* Data entries
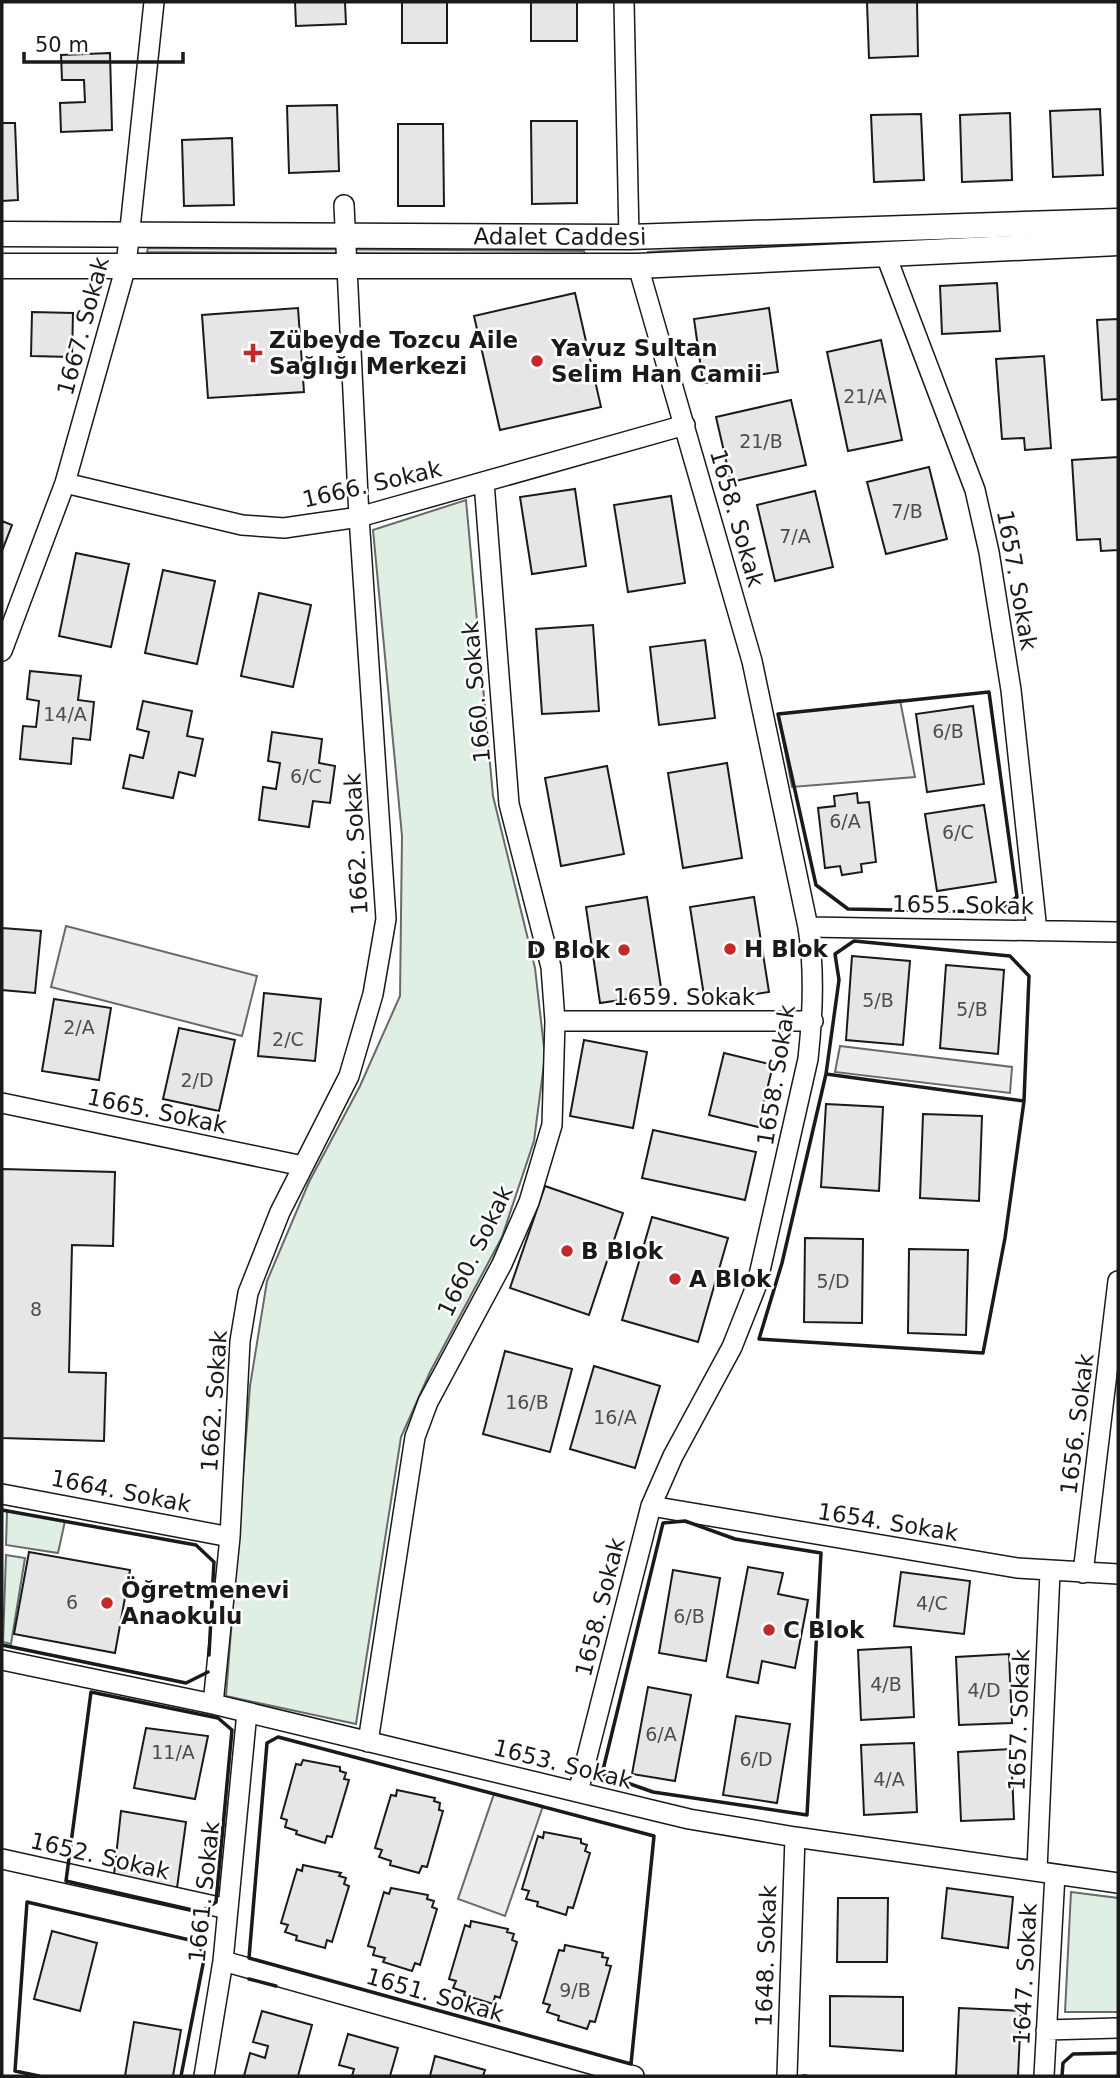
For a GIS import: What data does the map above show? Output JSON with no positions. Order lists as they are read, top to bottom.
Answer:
{
  "streets": {
    "street": [
      "Adalet Caddesi",
      "1667. Sokak",
      "1666. Sokak",
      "1658. Sokak",
      "1657. Sokak",
      "1660. Sokak",
      "1662. Sokak",
      "1655. Sokak",
      "1659. Sokak",
      "1665. Sokak",
      "1656. Sokak",
      "1664. Sokak",
      "1654. Sokak",
      "1653. Sokak",
      "1652. Sokak",
      "1661. Sokak",
      "1648. Sokak",
      "1647. Sokak",
      "1651. Sokak"
    ]
  },
  "crossings": [
    ["Adalet Caddesi", "1667. Sokak"],
    ["Adalet Caddesi", "1662. Sokak"],
    ["1667. Sokak", "1666. Sokak"],
    ["1666. Sokak", "1658. Sokak"],
    ["1666. Sokak", "1660. Sokak"],
    ["1666. Sokak", "1662. Sokak"],
    ["1658. Sokak", "1655. Sokak"],
    ["1658. Sokak", "1659. Sokak"],
    ["1658. Sokak", "1654. Sokak"],
    ["1658. Sokak", "1653. Sokak"],
    ["1657. Sokak", "1655. Sokak"],
    ["1657. Sokak", "1654. Sokak"],
    ["1657. Sokak", "1653. Sokak"],
    ["1657. Sokak", "1647. Sokak"],
    ["1660. Sokak", "1659. Sokak"],
    ["1660. Sokak", "1653. Sokak"],
    ["1662. Sokak", "1665. Sokak"],
    ["1662. Sokak", "1664. Sokak"],
    ["1662. Sokak", "1653. Sokak"],
    ["1656. Sokak", "1654. Sokak"],
    ["1653. Sokak", "1661. Sokak"],
    ["1653. Sokak", "1648. Sokak"],
    ["1653. Sokak", "1647. Sokak"],
    ["1652. Sokak", "1661. Sokak"],
    ["1661. Sokak", "1651. Sokak"]
  ],
  "places": {
    "health": ["Zübeyde Tozcu Aile Sağlığı Merkezi"],
    "other": [
      "Yavuz Sultan Selim Han Camii",
      "H Blok",
      "D Blok",
      "B Blok",
      "A Blok",
      "Öğretmenevi Anaokulu",
      "C Blok"
    ]
  },
  "house_numbers": [
    "21/A",
    "21/B",
    "7/B",
    "7/A",
    "14/A",
    "6/B",
    "6/C",
    "6/A",
    "6/C",
    "5/B",
    "5/B",
    "2/A",
    "2/C",
    "2/D",
    "5/D",
    "8",
    "16/B",
    "16/A",
    "6",
    "4/C",
    "6/B",
    "4/B",
    "4/D",
    "6/A",
    "11/A",
    "6/D",
    "4/A",
    "9/B"
  ],
  "scale_bar": "50 m"
}
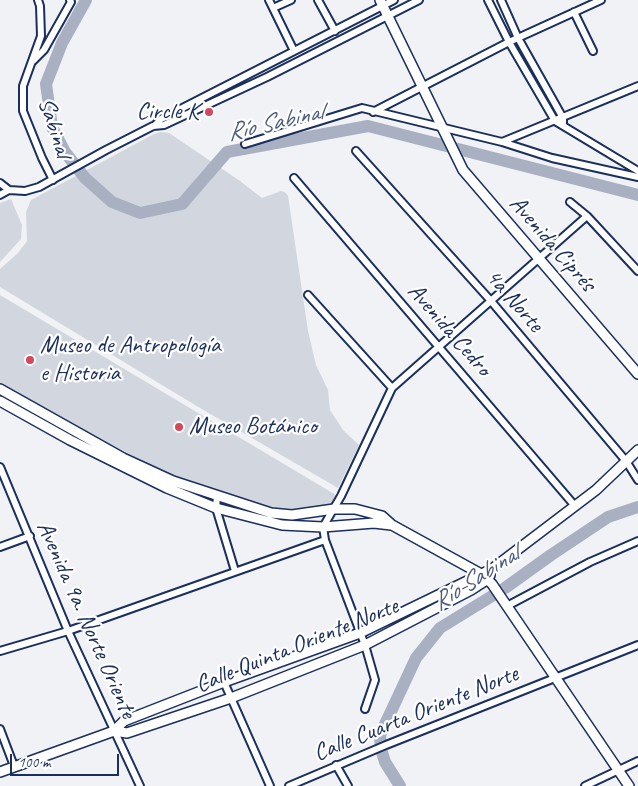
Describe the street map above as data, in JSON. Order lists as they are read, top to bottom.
{
  "streets": {
    "street": [
      "Sabinal",
      "Avenida Ciprés",
      "4a Norte",
      "Avenida Cedro",
      "Avenida 9a. Norte Oriente",
      "Calle Quinta Oriente Norte",
      "Calle Cuarta Oriente Norte"
    ]
  },
  "crossings": [
    ["Avenida 9a. Norte Oriente", "Calle Quinta Oriente Norte"]
  ],
  "water": ["Río Sabinal"],
  "places": ["Circle K", "Museo de Antropología e Historia", "Museo Botánico"],
  "scale_bar": "100 m"
}
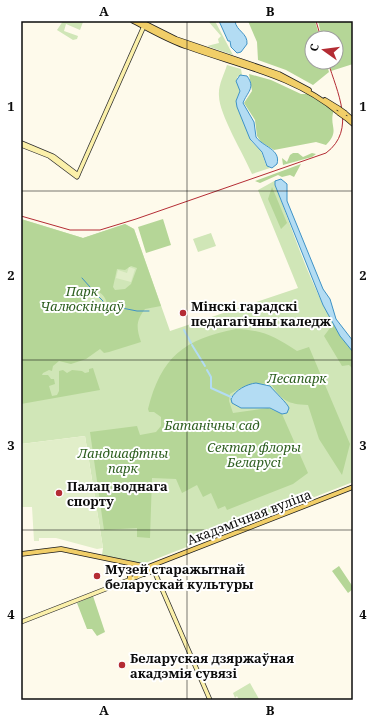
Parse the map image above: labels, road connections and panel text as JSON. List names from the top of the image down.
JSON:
{
  "streets": {
    "main road": ["Акадэмічная вуліца"]
  },
  "parks": [
    "Парк Чалюскінцаў",
    "Лесапарк",
    "Батанічны сад",
    "Сектар флоры Беларусі",
    "Ландшафтны парк"
  ],
  "places": [
    "Мінскі гарадскі педагагічны каледж",
    "Палац воднага спорту",
    "Музей старажытнай беларускай культуры",
    "Беларуская дзяржаўная акадэмія сувязі"
  ],
  "north": "left",
  "grid": {
    "columns": ["A", "B"],
    "rows": [
      "1",
      "2",
      "3",
      "4"
    ]
  }
}
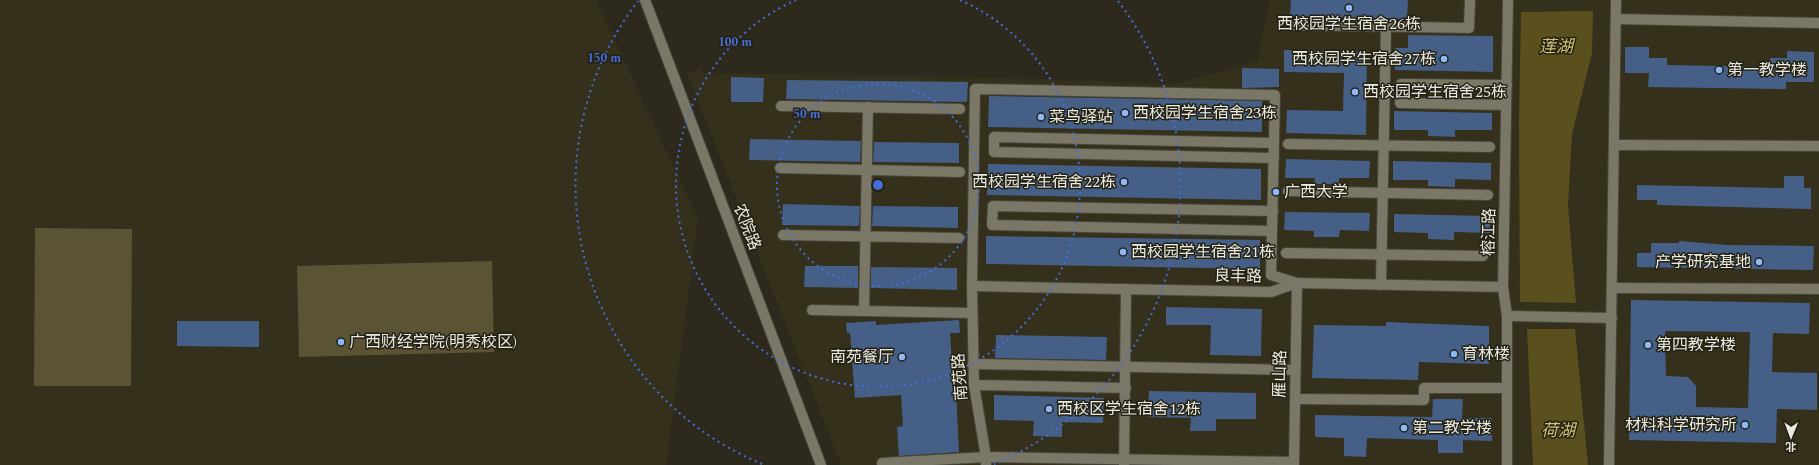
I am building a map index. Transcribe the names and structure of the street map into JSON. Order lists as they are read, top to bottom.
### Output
{
  "streets": {
    "street": [
      "农院路",
      "榕江路",
      "良丰路",
      "雁山路",
      "南苑路"
    ]
  },
  "crossings": [
    ["榕江路", "良丰路"],
    ["良丰路", "雁山路"],
    ["良丰路", "南苑路"]
  ],
  "water": ["莲湖", "荷湖"],
  "places": [
    "西校园学生宿舍26栋",
    "西校园学生宿舍27栋",
    "第一教学楼",
    "西校园学生宿舍25栋",
    "西校园学生宿舍23栋",
    "菜鸟驿站",
    "西校园学生宿舍22栋",
    "广西大学",
    "西校园学生宿舍21栋",
    "产学研究基地",
    "广西财经学院(明秀校区)",
    "第四教学楼",
    "育林楼",
    "南苑餐厅",
    "西校区学生宿舍12栋",
    "材料科学研究所",
    "第二教学楼"
  ],
  "north": "bottom",
  "rings": ["100 m", "150 m", "50 m"]
}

* Task item
Check each line above for the word "places", and copy the lines where it appears.

* Solved problem
  "places": {
  "places": ["Circle K", "Museo de Antropología e Historia", "Museo Botánico"],
  "places": [
  "places": [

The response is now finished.